Each line below that includes "fabs" counts once; report the total and nothing more.
(Dataset excerpts begins)
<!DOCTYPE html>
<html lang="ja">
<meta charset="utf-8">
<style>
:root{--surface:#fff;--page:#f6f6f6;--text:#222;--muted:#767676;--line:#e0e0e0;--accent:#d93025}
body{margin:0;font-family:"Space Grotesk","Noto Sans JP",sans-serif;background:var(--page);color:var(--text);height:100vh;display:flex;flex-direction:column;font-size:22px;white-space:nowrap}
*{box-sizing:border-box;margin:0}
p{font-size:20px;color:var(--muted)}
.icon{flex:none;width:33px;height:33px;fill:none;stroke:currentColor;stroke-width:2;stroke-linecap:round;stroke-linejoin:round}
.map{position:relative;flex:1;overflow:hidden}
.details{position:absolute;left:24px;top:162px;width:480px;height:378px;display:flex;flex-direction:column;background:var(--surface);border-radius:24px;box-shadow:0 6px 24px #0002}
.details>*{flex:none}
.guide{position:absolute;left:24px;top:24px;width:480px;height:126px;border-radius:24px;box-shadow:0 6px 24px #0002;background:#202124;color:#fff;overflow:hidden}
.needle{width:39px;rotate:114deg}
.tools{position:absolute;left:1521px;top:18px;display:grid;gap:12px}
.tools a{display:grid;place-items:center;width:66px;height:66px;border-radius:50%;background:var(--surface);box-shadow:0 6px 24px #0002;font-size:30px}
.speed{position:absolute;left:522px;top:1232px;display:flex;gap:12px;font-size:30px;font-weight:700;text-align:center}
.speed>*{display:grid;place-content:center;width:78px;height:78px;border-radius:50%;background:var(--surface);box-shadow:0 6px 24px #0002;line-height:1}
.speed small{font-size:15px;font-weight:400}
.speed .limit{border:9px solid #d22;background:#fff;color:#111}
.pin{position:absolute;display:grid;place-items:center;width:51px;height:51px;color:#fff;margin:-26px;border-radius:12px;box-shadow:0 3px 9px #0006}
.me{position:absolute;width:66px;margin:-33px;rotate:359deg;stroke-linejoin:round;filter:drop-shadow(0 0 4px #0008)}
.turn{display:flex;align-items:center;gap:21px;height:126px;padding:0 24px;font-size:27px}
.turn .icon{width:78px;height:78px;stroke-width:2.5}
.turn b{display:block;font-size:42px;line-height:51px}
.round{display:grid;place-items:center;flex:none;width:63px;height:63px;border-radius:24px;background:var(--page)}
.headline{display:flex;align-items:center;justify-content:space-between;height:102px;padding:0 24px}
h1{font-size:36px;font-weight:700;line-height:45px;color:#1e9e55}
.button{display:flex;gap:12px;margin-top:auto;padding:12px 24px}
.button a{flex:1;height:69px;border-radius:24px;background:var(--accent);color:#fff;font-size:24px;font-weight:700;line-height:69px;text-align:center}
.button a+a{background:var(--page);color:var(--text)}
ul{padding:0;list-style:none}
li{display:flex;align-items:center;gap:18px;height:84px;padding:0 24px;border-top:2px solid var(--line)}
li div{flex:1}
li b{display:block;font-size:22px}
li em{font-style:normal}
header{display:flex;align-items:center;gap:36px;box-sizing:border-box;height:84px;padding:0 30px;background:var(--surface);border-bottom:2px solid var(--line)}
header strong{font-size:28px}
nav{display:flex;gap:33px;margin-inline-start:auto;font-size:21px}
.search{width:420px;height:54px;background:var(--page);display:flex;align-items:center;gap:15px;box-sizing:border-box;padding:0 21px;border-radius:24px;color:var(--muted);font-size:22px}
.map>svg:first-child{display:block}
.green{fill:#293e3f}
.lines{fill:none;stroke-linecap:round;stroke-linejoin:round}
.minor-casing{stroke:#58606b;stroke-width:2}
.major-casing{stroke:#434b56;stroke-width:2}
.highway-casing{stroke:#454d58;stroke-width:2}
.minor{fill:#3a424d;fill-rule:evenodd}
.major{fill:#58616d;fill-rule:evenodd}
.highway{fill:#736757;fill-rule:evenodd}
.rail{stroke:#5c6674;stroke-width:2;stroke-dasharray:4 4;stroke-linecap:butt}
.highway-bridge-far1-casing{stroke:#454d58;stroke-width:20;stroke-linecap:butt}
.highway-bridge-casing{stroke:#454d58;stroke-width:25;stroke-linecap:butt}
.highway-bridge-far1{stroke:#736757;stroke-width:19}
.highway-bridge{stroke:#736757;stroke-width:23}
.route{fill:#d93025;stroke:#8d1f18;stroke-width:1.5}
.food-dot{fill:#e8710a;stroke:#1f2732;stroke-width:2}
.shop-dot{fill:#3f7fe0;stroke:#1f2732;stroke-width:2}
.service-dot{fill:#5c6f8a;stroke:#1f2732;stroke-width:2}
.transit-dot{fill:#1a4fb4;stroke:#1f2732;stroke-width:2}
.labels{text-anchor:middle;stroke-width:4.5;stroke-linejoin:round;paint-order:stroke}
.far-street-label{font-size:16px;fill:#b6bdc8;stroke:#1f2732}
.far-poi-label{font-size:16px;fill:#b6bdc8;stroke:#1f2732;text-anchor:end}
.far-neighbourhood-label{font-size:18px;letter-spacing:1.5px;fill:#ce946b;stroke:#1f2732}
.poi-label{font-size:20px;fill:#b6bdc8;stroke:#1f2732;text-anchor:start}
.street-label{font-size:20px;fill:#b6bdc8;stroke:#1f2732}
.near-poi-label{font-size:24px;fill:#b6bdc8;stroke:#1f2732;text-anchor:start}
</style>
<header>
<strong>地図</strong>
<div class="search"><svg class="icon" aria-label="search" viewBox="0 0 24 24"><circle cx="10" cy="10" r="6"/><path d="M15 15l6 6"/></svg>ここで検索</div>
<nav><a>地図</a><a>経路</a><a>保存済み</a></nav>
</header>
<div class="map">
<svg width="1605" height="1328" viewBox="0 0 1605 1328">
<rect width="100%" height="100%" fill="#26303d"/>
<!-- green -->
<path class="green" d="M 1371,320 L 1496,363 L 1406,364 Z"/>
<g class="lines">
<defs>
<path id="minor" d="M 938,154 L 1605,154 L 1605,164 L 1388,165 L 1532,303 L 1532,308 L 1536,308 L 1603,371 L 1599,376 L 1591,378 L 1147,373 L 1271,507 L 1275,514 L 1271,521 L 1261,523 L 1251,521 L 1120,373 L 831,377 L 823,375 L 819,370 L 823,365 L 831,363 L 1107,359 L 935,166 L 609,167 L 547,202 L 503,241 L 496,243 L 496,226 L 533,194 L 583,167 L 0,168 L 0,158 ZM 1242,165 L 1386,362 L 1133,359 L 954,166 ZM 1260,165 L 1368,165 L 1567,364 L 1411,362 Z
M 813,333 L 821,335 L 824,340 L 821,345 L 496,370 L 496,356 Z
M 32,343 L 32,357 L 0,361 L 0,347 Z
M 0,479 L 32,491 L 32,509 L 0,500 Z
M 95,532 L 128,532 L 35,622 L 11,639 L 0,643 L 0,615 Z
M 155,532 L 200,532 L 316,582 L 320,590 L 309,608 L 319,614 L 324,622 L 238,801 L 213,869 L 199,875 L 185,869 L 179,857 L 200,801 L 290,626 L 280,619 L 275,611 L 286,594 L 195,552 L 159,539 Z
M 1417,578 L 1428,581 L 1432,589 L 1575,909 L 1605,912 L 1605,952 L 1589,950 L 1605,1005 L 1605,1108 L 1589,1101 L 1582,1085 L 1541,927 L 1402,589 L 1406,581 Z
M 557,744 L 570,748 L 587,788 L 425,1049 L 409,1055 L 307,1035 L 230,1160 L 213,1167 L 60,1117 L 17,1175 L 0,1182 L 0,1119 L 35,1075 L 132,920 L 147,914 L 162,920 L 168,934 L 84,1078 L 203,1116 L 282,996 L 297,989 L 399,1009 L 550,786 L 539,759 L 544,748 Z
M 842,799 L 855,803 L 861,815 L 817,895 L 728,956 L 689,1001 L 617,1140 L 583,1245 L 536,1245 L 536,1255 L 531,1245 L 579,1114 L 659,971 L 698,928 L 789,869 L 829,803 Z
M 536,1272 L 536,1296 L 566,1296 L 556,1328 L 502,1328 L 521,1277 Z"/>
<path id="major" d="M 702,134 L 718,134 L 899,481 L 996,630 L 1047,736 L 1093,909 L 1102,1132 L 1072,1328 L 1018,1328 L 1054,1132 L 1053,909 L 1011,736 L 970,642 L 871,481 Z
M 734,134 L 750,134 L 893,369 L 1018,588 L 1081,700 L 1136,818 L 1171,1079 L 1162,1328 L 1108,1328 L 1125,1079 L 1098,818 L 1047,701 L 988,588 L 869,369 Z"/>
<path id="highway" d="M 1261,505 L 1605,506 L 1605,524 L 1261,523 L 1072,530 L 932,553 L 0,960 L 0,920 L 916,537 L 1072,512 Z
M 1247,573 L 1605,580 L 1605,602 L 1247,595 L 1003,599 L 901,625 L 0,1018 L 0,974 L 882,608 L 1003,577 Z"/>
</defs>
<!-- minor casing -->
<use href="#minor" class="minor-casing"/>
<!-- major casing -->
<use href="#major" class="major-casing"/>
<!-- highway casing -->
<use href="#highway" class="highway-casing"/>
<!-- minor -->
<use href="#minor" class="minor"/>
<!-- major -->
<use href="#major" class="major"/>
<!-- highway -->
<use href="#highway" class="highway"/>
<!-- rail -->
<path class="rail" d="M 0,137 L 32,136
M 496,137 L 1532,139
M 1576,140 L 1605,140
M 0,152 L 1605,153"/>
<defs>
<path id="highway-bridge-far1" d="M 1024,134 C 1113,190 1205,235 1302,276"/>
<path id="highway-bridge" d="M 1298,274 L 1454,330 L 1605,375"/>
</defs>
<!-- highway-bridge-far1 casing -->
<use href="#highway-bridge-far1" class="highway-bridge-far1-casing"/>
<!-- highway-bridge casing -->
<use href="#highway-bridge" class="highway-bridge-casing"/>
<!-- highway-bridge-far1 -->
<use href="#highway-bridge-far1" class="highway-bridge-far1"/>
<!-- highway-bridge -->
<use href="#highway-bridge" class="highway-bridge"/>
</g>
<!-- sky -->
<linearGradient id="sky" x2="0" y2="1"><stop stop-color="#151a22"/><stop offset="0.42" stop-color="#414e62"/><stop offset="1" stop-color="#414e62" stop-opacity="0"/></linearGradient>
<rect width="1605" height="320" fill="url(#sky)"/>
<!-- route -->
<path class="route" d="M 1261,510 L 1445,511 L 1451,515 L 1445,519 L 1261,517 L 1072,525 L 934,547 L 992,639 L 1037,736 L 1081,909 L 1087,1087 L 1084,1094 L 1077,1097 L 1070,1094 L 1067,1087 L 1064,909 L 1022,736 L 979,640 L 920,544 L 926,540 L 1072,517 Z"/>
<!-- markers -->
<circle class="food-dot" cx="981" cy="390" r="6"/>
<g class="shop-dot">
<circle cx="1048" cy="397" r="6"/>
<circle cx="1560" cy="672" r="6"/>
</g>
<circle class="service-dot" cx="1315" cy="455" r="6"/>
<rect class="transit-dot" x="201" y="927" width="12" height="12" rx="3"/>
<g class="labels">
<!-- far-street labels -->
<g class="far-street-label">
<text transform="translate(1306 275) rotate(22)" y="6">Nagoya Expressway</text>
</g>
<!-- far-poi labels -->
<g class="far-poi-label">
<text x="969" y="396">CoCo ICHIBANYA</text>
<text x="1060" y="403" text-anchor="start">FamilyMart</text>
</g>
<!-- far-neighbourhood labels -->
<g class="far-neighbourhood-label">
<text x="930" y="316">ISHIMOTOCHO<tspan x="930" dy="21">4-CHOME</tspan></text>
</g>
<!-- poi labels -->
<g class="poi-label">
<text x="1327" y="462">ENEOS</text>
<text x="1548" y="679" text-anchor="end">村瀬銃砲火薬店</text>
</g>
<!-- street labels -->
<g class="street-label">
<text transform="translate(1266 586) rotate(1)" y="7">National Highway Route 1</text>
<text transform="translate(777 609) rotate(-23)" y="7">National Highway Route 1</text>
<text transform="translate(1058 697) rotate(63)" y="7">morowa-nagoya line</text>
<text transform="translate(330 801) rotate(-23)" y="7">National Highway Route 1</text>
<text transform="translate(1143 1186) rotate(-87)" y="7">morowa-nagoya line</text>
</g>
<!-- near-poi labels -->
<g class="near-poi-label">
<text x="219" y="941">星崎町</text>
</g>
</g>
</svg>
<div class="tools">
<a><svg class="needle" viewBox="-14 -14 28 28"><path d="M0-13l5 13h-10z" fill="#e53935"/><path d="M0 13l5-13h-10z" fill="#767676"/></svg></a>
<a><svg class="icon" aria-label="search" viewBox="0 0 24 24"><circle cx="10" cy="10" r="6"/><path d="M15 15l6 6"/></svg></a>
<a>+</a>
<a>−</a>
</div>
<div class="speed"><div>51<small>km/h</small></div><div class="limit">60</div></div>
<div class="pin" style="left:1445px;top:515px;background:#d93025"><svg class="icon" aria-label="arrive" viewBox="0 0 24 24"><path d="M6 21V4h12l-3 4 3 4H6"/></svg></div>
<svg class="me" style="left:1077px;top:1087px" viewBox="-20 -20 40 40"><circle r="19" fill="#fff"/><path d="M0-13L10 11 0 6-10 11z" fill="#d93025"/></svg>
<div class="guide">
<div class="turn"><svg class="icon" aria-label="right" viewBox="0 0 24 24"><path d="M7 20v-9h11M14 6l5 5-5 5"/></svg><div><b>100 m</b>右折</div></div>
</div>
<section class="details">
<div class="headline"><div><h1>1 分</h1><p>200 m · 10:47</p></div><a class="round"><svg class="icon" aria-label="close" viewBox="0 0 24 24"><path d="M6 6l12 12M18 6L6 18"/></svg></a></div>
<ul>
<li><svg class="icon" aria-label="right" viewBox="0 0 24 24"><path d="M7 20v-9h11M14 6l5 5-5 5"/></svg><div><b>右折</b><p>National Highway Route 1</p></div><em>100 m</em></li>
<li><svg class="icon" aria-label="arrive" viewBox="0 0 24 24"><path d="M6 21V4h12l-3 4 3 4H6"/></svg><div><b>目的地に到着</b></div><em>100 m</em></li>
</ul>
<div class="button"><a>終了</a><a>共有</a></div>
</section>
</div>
(Dataset excerpts ends)
(Dataset excerpts begins)
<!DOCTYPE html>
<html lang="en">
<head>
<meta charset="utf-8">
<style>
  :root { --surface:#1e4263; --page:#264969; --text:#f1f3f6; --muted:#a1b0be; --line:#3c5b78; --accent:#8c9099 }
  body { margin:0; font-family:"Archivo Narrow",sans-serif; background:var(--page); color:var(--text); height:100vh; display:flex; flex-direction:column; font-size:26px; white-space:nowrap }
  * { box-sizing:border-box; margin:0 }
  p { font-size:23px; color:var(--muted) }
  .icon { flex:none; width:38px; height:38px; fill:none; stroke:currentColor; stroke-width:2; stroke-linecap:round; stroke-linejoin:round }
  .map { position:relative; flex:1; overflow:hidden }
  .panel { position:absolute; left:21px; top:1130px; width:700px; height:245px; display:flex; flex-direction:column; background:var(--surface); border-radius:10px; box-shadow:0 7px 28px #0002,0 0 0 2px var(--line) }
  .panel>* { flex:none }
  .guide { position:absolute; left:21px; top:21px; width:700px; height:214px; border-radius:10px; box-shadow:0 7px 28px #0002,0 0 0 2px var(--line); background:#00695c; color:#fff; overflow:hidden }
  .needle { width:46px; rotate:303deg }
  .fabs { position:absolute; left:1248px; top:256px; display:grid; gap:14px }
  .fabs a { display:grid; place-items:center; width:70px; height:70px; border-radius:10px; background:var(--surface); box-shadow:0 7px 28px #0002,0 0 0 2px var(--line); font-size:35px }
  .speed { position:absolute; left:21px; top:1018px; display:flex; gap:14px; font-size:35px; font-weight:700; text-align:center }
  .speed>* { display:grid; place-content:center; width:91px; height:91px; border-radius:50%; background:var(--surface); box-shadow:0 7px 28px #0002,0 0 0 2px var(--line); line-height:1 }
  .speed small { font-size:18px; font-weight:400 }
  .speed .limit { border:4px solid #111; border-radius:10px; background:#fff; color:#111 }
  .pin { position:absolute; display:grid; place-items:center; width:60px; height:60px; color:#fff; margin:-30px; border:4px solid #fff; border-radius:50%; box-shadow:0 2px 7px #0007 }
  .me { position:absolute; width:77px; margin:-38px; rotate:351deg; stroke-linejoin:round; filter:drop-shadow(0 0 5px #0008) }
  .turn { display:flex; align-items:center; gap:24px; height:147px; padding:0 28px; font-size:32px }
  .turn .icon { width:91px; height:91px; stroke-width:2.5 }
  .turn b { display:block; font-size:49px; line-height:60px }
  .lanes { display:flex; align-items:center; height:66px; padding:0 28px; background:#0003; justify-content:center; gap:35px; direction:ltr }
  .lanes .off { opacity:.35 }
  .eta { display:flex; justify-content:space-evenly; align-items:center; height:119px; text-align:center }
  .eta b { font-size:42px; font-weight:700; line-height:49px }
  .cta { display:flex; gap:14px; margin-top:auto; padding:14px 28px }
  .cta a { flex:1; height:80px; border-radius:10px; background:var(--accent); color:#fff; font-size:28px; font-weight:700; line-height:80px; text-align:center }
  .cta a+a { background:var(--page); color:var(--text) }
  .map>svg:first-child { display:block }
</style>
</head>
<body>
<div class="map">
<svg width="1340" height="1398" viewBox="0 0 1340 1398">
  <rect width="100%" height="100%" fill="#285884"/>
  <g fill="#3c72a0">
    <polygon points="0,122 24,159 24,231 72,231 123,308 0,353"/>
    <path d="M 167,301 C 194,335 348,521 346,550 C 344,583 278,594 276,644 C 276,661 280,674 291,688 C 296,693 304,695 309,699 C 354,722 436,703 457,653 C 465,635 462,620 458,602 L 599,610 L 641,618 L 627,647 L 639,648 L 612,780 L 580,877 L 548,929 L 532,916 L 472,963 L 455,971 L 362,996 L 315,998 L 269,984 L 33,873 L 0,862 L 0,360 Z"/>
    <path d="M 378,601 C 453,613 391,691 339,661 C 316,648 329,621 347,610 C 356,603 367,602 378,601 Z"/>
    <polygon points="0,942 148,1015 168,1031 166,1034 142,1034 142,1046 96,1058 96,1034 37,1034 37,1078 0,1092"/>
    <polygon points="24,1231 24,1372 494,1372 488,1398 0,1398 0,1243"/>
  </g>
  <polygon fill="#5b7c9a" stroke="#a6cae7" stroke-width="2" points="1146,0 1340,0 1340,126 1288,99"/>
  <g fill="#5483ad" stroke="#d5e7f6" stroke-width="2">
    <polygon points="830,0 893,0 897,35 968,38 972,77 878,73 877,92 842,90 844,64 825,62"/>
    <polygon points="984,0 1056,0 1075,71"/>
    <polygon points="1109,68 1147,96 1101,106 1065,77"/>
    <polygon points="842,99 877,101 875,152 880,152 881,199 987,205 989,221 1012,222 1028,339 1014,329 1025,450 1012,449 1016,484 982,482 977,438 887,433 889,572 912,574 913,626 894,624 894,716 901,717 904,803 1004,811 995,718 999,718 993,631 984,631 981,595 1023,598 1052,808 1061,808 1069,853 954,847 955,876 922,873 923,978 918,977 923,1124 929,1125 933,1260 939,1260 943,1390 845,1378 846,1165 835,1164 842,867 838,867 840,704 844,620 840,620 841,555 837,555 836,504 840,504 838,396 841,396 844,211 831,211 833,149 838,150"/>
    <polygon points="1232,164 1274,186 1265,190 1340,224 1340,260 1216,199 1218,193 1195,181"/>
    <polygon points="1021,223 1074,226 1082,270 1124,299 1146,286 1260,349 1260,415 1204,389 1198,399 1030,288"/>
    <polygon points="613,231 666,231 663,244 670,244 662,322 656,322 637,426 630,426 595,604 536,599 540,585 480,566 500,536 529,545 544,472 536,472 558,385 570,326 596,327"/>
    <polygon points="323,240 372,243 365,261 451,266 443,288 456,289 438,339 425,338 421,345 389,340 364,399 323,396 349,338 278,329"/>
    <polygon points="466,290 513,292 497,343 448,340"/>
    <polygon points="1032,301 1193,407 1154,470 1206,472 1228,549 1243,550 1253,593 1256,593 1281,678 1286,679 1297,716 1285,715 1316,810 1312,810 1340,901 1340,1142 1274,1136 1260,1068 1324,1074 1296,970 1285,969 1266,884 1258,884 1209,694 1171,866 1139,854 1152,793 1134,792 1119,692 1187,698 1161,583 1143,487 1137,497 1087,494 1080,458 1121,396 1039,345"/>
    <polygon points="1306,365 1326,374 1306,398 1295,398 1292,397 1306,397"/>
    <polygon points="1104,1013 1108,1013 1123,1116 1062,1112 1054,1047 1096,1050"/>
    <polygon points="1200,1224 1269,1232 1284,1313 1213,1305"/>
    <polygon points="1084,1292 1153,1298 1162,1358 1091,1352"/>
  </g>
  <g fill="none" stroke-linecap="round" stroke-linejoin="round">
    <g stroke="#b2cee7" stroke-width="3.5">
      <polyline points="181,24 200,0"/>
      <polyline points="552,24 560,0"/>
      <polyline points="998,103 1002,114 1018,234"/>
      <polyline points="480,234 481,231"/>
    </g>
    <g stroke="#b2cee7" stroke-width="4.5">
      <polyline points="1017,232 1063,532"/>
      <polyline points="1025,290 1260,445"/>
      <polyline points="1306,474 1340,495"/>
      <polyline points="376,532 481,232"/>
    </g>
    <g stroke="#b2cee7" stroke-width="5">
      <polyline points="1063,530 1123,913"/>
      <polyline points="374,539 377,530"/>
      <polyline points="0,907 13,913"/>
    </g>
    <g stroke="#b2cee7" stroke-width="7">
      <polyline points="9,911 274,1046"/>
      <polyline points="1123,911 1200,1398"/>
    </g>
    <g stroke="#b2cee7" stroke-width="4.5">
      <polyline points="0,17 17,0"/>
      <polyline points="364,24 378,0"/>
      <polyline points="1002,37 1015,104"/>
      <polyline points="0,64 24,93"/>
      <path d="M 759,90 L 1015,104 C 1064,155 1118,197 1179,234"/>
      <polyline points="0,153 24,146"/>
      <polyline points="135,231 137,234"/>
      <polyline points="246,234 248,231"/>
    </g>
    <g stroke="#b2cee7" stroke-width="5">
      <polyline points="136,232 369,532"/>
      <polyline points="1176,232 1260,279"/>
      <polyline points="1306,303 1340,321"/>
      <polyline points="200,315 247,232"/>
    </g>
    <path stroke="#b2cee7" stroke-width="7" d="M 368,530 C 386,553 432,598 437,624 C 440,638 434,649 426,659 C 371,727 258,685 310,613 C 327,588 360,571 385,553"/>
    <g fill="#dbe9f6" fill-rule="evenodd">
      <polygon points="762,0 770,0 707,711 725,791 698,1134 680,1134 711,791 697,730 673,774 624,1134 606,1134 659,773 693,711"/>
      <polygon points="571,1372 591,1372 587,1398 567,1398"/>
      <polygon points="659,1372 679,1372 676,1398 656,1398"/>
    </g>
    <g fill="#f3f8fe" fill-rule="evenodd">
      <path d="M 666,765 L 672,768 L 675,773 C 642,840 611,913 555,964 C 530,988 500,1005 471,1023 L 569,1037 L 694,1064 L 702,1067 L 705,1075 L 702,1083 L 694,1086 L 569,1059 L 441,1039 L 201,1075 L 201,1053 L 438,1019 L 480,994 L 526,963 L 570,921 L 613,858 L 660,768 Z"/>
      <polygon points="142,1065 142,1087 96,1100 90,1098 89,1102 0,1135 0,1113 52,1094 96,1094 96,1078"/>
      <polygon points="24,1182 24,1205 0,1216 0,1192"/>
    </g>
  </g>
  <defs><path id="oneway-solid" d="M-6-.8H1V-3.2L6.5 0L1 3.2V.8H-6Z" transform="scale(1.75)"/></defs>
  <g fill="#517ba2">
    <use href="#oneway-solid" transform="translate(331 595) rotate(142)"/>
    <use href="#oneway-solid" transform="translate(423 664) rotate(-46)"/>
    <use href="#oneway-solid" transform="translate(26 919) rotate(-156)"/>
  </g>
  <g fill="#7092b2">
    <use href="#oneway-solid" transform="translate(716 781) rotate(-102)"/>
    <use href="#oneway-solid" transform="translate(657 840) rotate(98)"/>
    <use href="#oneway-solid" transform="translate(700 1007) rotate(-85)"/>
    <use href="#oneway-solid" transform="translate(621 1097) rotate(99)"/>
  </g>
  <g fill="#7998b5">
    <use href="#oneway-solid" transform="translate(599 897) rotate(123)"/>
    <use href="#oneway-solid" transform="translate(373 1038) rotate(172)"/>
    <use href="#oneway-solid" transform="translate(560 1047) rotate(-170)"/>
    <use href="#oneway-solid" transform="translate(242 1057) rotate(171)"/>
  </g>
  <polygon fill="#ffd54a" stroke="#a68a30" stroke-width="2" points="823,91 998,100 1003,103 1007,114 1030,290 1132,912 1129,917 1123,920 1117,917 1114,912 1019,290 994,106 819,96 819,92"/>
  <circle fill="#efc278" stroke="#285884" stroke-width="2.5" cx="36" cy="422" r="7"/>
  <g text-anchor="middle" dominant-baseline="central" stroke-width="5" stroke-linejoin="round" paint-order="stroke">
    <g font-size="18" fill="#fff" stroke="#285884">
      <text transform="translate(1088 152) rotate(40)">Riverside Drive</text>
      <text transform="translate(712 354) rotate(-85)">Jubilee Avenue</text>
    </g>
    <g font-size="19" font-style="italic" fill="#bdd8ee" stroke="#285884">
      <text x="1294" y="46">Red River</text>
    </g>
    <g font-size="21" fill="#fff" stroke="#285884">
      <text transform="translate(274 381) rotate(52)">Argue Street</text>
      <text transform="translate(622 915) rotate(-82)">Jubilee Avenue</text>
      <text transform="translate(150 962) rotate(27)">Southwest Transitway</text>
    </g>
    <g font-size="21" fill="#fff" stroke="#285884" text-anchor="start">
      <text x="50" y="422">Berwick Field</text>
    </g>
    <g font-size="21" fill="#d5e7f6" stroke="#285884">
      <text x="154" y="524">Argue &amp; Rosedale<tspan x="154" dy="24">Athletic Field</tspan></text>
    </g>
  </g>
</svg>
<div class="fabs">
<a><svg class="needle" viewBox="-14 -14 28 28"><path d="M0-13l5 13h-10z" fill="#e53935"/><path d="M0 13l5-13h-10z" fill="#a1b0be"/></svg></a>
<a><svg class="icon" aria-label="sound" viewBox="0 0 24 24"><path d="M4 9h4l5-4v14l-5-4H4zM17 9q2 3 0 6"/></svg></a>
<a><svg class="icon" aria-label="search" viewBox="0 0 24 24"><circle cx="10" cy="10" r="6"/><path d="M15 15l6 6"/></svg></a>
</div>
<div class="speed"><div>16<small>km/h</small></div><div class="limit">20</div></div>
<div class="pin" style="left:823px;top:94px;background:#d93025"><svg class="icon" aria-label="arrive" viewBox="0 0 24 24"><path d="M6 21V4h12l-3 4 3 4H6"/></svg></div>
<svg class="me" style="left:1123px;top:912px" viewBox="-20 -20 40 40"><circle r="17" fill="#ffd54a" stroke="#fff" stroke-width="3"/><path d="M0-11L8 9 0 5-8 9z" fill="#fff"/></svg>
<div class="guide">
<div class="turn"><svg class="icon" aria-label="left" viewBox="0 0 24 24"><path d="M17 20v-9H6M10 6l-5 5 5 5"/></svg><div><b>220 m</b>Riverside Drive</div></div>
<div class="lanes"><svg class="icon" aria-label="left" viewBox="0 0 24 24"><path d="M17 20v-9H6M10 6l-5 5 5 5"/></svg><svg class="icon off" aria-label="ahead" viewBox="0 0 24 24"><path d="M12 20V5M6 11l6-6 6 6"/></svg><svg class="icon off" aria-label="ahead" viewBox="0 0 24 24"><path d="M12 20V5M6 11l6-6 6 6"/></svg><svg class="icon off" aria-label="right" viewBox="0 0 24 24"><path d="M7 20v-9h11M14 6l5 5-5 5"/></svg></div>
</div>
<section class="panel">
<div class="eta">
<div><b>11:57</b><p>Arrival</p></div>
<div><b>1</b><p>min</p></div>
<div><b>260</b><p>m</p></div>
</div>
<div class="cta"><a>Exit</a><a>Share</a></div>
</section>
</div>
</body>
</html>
(Dataset excerpts ends)
#### Task response:
3